Anang menerangkan, aturan tersebut belum berdampak tahun ini. Termasuk di sekolah yang memiliki peserta didik kurang dari 60 orang. Sekolah-sekolah itu dipastikan akan tetap menerima dana BOS.
Saat ini, lanjut Anang, semua sekolah sedang diberikan waktu penataan selama tiga tahun. Adapun, aturan ini sebenarnya sudah ada sejak 2019 sebagaimana termaktub dalam Permendikbud Nomor 3 Tahun 2019 tentang Petunjuk Teknis BOS Reguler.
"Kemendikbudristek sedang mengkaji kesiapan penerapan kebijakan di atas untuk tahun 2022 dan senantiasa selalu menerima masukan dari berbagai pihak," kata Anang kepada Republika, Ahad (5/9).
Sebelumnya, Aliansi Organisasi Penyelenggara Pendidikan yang merupakan gabungan dari organisasi pendidikan di lingkungan Muhammadiyah, Nahdlatul Ulama (NU) dan juga organisasi pendirikan, menilai aturan terkait dasar perhitungan dana Bantuan Operasional Sekolah (BOS) reguler, yang salah satunya harus memiliki jumlah peserta didik paling sedikit 60 peserta didik selama tiga tahun terakhir, diskriminatif dan tidak memenuhi rasa keadilan sosial.

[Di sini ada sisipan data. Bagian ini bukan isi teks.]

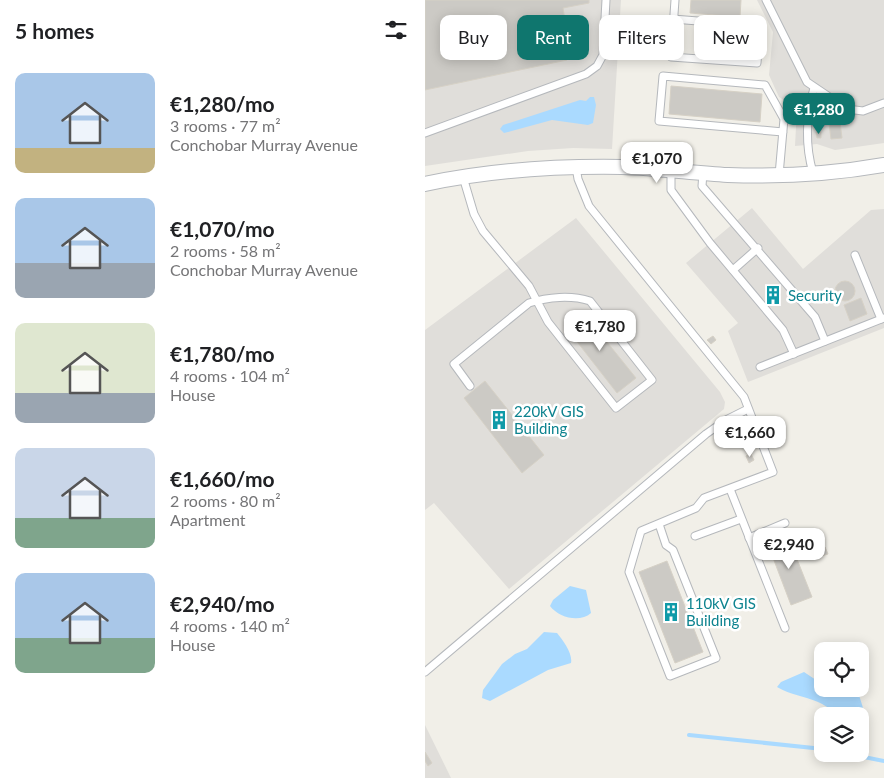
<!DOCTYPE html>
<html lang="en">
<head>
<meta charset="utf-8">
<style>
  :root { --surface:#fff; --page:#f6f6f6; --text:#202124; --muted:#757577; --accent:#0f766e }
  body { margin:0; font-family:Lato,sans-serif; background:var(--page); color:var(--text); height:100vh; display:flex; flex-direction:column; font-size:19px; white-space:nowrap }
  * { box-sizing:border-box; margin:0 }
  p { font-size:16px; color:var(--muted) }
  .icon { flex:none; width:28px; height:28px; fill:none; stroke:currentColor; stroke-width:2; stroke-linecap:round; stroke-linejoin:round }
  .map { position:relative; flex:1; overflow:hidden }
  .sheet { display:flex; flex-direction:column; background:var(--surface); width:425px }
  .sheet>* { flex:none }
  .guide { position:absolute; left:15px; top:15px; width:369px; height:45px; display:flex; gap:10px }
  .controls { position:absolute; left:389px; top:642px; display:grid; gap:10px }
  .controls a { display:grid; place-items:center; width:55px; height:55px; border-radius:10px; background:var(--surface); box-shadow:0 2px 12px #0003; font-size:25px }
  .price { position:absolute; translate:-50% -42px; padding:0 11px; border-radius:10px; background:#fff; color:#222; font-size:16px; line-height:32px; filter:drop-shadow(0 1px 2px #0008) }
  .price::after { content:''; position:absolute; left:50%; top:30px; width:15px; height:11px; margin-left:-8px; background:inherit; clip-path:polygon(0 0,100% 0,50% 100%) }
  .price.active { background:var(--accent); color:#fff }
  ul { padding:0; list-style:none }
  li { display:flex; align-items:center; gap:15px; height:125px; padding:0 15px }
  li span { display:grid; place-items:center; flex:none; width:140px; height:100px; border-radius:10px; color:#555 }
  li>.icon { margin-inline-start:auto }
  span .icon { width:60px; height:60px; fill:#fffc; stroke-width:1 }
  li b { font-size:21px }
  h2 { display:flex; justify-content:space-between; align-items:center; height:60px; padding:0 15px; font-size:21px }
  .tag { padding:0 18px; border-radius:10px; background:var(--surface); box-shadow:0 2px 12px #0003; font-size:18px; line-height:45px }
  .tag.active { background:var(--accent); color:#fff }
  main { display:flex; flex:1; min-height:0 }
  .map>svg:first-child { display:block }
  .industrial { fill:#e0deda }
  .water { fill:#aadaff }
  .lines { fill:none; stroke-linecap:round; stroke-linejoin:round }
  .stream { stroke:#aadaff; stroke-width:4 }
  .building { fill:#cccac5; stroke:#d6d1c6 }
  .lane-casing { stroke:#b5b8bc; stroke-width:9 }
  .street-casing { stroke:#b5b8bc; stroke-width:16 }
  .lane { stroke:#fff; stroke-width:7 }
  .street { stroke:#fff; stroke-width:14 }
  .labels { text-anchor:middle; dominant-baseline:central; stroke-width:5; stroke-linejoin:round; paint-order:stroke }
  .culture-label { font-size:15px; fill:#0d838f; stroke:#fff; text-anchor:start }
</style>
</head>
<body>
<main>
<section class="sheet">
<h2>5 homes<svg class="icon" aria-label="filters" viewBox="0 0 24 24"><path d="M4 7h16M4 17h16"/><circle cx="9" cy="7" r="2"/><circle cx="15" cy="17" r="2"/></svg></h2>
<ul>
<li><span style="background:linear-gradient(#a9c7e8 75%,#c2b280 0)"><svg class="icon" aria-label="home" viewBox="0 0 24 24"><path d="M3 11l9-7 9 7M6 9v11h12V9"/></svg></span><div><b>€1,280/mo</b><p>3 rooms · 77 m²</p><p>Conchobar Murray Avenue</p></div></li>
<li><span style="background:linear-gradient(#a9c7e8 65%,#9aa5b1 0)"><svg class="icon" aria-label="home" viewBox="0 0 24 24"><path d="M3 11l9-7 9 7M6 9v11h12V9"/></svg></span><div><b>€1,070/mo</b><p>2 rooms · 58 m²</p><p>Conchobar Murray Avenue</p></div></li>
<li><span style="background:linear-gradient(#dfe7d0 70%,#9aa5b1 0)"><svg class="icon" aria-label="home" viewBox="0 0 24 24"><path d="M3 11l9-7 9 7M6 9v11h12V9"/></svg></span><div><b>€1,780/mo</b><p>4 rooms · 104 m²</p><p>House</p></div></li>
<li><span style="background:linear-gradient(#c9d6e8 70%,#7fa58c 0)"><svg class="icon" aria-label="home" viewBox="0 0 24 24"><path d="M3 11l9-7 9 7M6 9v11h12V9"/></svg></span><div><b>€1,660/mo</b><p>2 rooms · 80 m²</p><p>Apartment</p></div></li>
<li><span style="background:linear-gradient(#a9c7e8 65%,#7fa58c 0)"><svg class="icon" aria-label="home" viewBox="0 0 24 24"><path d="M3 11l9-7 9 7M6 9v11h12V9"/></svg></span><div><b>€2,940/mo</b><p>4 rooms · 140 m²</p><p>House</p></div></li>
</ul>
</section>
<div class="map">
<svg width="459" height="778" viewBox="0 0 459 778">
  <rect width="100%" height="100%" fill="#f1efe8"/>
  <g class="industrial">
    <polygon points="0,0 196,0 187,149 148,148 103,151 0,166"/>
    <polygon points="332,0 459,0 459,143 410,150 392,144 370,146 372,108 354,97 344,75 348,32"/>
    <polygon points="327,208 378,269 446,210 459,209 459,328 323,382 303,331 313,323 261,263"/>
    <polygon points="151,218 295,392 300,402 299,409 84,589 9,503 0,510 0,330"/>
    <polygon points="0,725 26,778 0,778"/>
  </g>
  <g class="water">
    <polygon points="165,97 169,97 171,105 168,123 163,125 127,120 79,133 75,129 78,125 155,100 161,101"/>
    <path d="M145,586L161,590L166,613C155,623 134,618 125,606L128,600Z"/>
    <path d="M119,632L132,633C138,640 148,654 146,663L123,670L65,701L57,698L58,690L77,664L90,654L102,649Z"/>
    <path d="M379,672L394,682L397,681L398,689H429L433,692L439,711C422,725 409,709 393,702C379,696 366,695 352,687L356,682Z"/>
  </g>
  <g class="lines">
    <g class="stream">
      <polyline points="264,735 398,749"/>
      <polyline points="424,754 459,761"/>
    </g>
  </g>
  <g class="building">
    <polygon points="0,0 164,0 164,3 138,8 140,20 133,21 142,60 0,90"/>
    <polygon points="266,0 316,0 315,17 265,13"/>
    <polygon points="246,86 337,94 335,122 244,114"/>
    <polygon points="415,122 417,138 406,139 404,123"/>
    <polygon points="391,132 396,132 396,138 392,138"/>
    <circle cx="420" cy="291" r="10"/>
    <polygon points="349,287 356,295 348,302 341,294"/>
    <polygon points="436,298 442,314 425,321 419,305"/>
    <polygon points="157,311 211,378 192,393 139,325"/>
    <polygon points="288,336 291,340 286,344 282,340"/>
    <polygon points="60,381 119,455 97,473 39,398"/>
    <polygon points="326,454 329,460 324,463 321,456"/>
    <polygon points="362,534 387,597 366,605 342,542"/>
    <polygon points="400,547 403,554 396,556 393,549"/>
    <polygon points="242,561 278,652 250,663 214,572"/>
    <polygon points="0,752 7,763 3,766 0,761"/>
  </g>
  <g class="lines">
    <g class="lane-casing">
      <g id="lane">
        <polyline points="341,0 382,82 422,109 438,111 459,103"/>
        <polyline points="248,19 335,26 332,63 246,57 250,0"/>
        <polyline points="0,133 161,74 172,66 178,55 181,0"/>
        <polyline points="151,167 153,179 164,206 319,397 348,472 279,498 271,508 216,531 204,572 245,676 291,658 248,550 241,545 234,524"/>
        <polyline points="246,171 246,190 285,243 358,330 369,354"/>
        <polyline points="278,173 277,186 390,317 400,341"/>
        <path d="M388,173C380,145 381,116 389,88"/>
        <polyline points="354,175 359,119 340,85 238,76 234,121 358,132"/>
        <path d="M38,177L49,214L58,231L104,286L123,322L191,408L227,380L165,301C146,295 123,297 104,303L29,364L45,386"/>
        <polyline points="430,255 456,319"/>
        <polyline points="308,270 333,248"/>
        <polyline points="335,367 459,318"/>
        <polyline points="305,489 360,628"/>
        <polyline points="270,536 316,519"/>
        <polyline points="324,538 360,523"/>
        <polyline points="0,672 281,434 301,420 323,409"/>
      </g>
    </g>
    <g class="street-casing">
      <path id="street" d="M0,184C64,170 131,166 197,167C232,168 268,173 303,175C355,177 408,174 459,165"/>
    </g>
    <use href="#lane" class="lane"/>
    <use href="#street" class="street"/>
  </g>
  <defs>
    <g id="building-bare" transform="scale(1.5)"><path d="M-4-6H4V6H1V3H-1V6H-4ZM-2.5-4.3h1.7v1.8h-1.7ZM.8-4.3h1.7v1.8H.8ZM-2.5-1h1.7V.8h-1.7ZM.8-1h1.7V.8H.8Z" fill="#0f9aa8" stroke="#fff" stroke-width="2.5" paint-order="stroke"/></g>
  </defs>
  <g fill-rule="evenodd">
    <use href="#building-bare" x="348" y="295"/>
    <use href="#building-bare" x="74" y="420"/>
    <use href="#building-bare" x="246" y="612"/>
  </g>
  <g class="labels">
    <g class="culture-label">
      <text x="363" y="295">Security</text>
      <text x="89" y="411">220kV GIS<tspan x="89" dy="17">Building</tspan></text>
      <text x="261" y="603">110kV GIS<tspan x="261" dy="17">Building</tspan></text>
    </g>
  </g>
</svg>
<div class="controls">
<a><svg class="icon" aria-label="locate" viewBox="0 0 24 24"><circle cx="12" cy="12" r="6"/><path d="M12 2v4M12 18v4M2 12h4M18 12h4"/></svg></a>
<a><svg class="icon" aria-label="layers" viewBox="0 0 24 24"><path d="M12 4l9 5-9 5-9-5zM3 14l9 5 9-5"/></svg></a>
</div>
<b class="price active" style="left:394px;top:135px">€1,280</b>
<b class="price" style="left:232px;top:184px">€1,070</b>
<b class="price" style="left:175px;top:352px">€1,780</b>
<b class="price" style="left:325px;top:458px">€1,660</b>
<b class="price" style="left:364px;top:570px">€2,940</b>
<div class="guide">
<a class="tag">Buy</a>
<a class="tag active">Rent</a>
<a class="tag">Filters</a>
<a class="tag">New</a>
</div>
</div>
</main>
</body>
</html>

Aliansi menyatakan menolak aturan tersebut dan meminta pemerintah mencabut ketentuan tersebut.
"Bertolak belakang dengan amanat pembukaan UUD 1945, bersifat diskriminatif dan tidak memenuhi rasa keadilan sosial," ujar Wakil Ketua Majelis Dikdasmen PP Muhammadiyah, Kasiyarno, saat membacakan pernyataan sikap aliansi secara daring, Jumat (3/9).